In the field of AML, the 2013 work by Pemovska et al is considered pivotal by reporting an “individualized systems medicine” analysis of 28 AML cases with drug screening against a panel of 187 drugs,6 and examples of how the results could be applied. More recently, Malani et al presented multiparameter flow cytometry–based high-throughput drug screening results of 186 patients. Thirty-seven of those patients with relapsed/refractory AML received treatment based on a functional precision medicine tumor board (integrated clinical, molecular, and functional data) and 59% achieved an objective response, with CR observed in 13%.7 Kornauth et al performed image-based single-cell functional precision medicine with a panel of 139 drugs in 143 patients with leukemia and lymphoma, with 54% of the 56 treated patients achieving an improvement in progression-free survival as compared with the preceding regimen.8 Despite these successes, challenges persisted, with lack of widespread knowledge of the advances in the oncology community.
Fortunately, the VenEx trial reported here is a brilliant example of the power of functional precision medicine. The simplicity of assessing the single agent venetoclax in a rapid 48-hour multiparameter flow cytometry–based in vitro assay in a prospective, multicenter trial demonstrating accurate predictions of both positive and negative responses to the combination of venetoclax and azacitidine (see figure) represents a major advance. There have also been observations on the success of venetoclax/HMA combinations in those with specific molecular features, such as better response rates with an IDH2 mutation, and worse outcomes with TP53 mutations. A molecular prognostic risk signature (mPRS) model was developed that focused on response to venetoclax/HMA therapy that delineated a lower benefit risk group with a TP53 mutation, an intermediate benefit risk group with FLT3-ITD or K/N RAS mutations, and the remainder were considered to have a higher benefit risk.9,10 Although the response rates in the intermediate and lower benefit risk groups were similar, a distinct survival advantage was seen in the intermediate group.9,10 The results of the venetoclax sensitivity test as reported in the VenEx trial provide better stratification of patients, with highly significant positive and negative predictive values.
The phase 2 trial conducted by the Finnish AML Group (VenEx) enrolled 104 patients, 48 previously untreated, 39 relapsed/refractory (R/R), and 17 previously treated secondary AML (sAML).

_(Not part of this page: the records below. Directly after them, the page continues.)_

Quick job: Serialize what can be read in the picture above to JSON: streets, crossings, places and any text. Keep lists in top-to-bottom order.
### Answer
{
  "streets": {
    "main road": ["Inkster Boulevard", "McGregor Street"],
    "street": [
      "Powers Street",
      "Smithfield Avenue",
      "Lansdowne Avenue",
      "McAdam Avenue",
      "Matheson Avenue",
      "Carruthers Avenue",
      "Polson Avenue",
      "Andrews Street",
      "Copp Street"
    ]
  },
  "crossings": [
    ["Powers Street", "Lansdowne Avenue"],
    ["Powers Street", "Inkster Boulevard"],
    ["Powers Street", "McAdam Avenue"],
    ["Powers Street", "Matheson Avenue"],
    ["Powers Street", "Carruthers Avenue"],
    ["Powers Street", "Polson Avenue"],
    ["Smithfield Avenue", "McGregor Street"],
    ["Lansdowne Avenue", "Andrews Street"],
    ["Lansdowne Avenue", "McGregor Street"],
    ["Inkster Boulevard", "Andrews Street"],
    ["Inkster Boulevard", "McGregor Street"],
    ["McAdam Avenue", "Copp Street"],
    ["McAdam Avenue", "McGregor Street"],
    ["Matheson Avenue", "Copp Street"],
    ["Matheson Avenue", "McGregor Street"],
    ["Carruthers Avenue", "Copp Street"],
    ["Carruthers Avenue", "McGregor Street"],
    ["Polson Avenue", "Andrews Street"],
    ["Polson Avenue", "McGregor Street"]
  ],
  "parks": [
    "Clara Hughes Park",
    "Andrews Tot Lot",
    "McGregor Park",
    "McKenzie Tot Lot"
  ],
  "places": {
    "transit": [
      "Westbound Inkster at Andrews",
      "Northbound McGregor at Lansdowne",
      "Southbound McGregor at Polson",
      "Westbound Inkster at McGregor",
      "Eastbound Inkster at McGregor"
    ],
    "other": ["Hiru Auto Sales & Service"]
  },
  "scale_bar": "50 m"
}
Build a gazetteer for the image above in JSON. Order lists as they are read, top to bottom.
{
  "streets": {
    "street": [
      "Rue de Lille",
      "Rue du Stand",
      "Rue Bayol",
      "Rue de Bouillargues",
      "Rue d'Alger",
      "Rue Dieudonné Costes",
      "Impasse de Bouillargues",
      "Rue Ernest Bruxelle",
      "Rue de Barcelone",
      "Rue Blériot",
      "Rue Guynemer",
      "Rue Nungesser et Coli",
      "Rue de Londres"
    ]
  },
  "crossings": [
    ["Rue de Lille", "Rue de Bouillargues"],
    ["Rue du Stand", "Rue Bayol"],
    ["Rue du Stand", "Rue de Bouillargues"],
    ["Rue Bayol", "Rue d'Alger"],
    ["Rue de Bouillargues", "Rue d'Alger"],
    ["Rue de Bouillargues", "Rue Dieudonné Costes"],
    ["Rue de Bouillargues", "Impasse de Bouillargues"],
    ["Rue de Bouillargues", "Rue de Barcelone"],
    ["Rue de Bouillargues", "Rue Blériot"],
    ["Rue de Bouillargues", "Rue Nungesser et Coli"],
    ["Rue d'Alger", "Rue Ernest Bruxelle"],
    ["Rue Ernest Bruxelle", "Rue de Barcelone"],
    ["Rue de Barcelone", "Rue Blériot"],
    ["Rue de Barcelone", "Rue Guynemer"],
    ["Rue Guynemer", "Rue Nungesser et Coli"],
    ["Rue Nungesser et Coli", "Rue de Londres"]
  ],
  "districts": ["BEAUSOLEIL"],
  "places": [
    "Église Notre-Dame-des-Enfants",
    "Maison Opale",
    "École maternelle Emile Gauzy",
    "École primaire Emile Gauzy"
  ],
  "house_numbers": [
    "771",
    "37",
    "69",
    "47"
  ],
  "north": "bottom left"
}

Testing results were obtained for 102 patients. The results for newly diagnosed patients included a CR/CRi rate of 85% with median overall survival (OS) of 28.7 months for those considered sensitive to venetoclax vs 38% with 5.5-month median OS for those found resistant on ex vivo testing (P = .0017). For patients with relapsed/refractory and secondary AML, the CR/CRi rate was 62% vs 0% and median OS 9.7 months vs 3.3 months (P = .0002) for a sensitive vs resistant result on ex vivo testing. For all patients with a sensitive test result, the overall response rate (ORR = CR/CRi/morphologic leukemia-free state) was 88%, which is also the positive predictive value, and results were similar for those who had previously received HMA. In summary, sensitivity in the functional test robustly predicted CR/CRi, ORR, and OS in all settings, and assignment of mPRS scores for study participants demonstrated improved survival predictions with the VenEx drug-sensitivity test in the higher and intermediate benefit risk mPRS groups.
In conclusion, Kytölä et al have validated in a prospective clinical trial a robust functional precision medicine test for venetoclax capable of predicting response to the Ven-Aza regimen so that individual patients can receive the right therapy at the right time.
Conflict-of-interest disclosure: P.S.B. is the principal investigator on a research grant to the institution from GPCR Therapeutics.